No entender de João Brás Jorge, a decisão da justiça europeia é "positiva" porque elimina a possibilidade de os empréstimos denominados em zlóti se basearem na Libor, o que "seria o pior cenário".

O CEO do Bank Millennium, unidade polaca controlada pelo BCP considera “positiva” a decisão do Tribunal Europeu sobre os empréstimos em francos na Polónia, apesar de esta ser a favor dos clientes.

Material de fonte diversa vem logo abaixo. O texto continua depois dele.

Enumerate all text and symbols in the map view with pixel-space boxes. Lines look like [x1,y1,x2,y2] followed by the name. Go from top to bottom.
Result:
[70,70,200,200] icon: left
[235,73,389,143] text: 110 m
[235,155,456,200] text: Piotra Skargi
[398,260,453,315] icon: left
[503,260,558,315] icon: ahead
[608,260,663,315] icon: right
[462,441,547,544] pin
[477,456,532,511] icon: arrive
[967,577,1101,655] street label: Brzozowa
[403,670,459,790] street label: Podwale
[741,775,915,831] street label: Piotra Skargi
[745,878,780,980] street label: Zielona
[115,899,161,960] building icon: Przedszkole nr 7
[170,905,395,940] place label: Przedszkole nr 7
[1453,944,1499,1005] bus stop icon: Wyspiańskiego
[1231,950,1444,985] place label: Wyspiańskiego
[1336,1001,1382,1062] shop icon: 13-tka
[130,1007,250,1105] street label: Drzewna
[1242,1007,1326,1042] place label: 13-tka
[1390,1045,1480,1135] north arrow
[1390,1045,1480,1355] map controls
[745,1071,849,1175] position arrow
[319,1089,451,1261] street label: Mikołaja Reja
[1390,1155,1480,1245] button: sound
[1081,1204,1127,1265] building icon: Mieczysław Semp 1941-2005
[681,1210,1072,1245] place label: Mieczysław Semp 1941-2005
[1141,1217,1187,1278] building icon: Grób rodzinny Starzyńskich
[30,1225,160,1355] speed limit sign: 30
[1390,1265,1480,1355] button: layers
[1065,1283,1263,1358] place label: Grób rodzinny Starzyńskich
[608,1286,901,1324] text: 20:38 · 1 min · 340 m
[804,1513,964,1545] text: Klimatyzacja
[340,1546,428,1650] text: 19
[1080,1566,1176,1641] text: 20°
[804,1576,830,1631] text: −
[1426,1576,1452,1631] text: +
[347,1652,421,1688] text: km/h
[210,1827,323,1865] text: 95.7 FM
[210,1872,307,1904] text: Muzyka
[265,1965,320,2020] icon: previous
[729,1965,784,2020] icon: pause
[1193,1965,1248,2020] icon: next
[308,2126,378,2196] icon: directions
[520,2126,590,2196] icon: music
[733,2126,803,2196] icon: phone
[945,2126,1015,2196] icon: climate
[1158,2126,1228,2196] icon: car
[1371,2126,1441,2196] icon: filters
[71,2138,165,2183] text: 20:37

João Brás Jorge não vê ainda a necessidade de um aumento das provisões do banco polaco para esses empréstimos.

No entender de João Brás Jorge, a decisão é “positiva” porque elimina a possibilidade de que os empréstimos imobiliários denominados em zloty se baseiem na taxa Libor, o que “seria o pior cenário” para o Bank Millennium.

Em causa está o entendimento do Tribunal de Justiça Europeu, de que os contratos de empréstimos feitos na Polónia e indexados a uma moeda estrangeira, cláusulas abusivas, relacionadas com variações cambiais, podem motivar a anulação dos contratos.

A decisão emergiu após um pedido de nulidade feito por cidadãos polacos aos tribunais na Polónia e que chegou ao Tribunal de Justiça Europeu, relativo a um crédito para compra de habitação em francos suíços contraído em 2008. Quando o franco suíço valorizou face à moeda local, o zloty, o valor em dívida aumentou.

Em resultado disso, os devedores polacos, com créditos em francos suíços, podem recorrer aos tribunais para os mudarem para zlotys, com perdas para os bancos.

Em termos de impacto para o banco polaco, o CEO do Bank Millennium não considera ser necessária a constituição de provisões. “Pessoalmente, não vejo razão para mudar a abordagem das provisões para empréstimos em francos suíços”, disse João Brás Jorge, em declarações aos jornalistas citadas pela Reuters, acrescentando no entanto que “por enquanto, é difícil estimar [o custo da decisão] e declarar se o banco será um banco de dividendos no futuro“.

João Brás Jorge diz ainda ser necessário “esperar algumas decisões dos tribunais de segunda instância [para ver] como eles abordam a questão de anulações de empréstimos e acordos de bancos com clientes”. “Pela mesma razão, é difícil abordar os clientes com propostas de acordo — temos que ver como os tribunais veem isso”, acrescenta a esse propósito.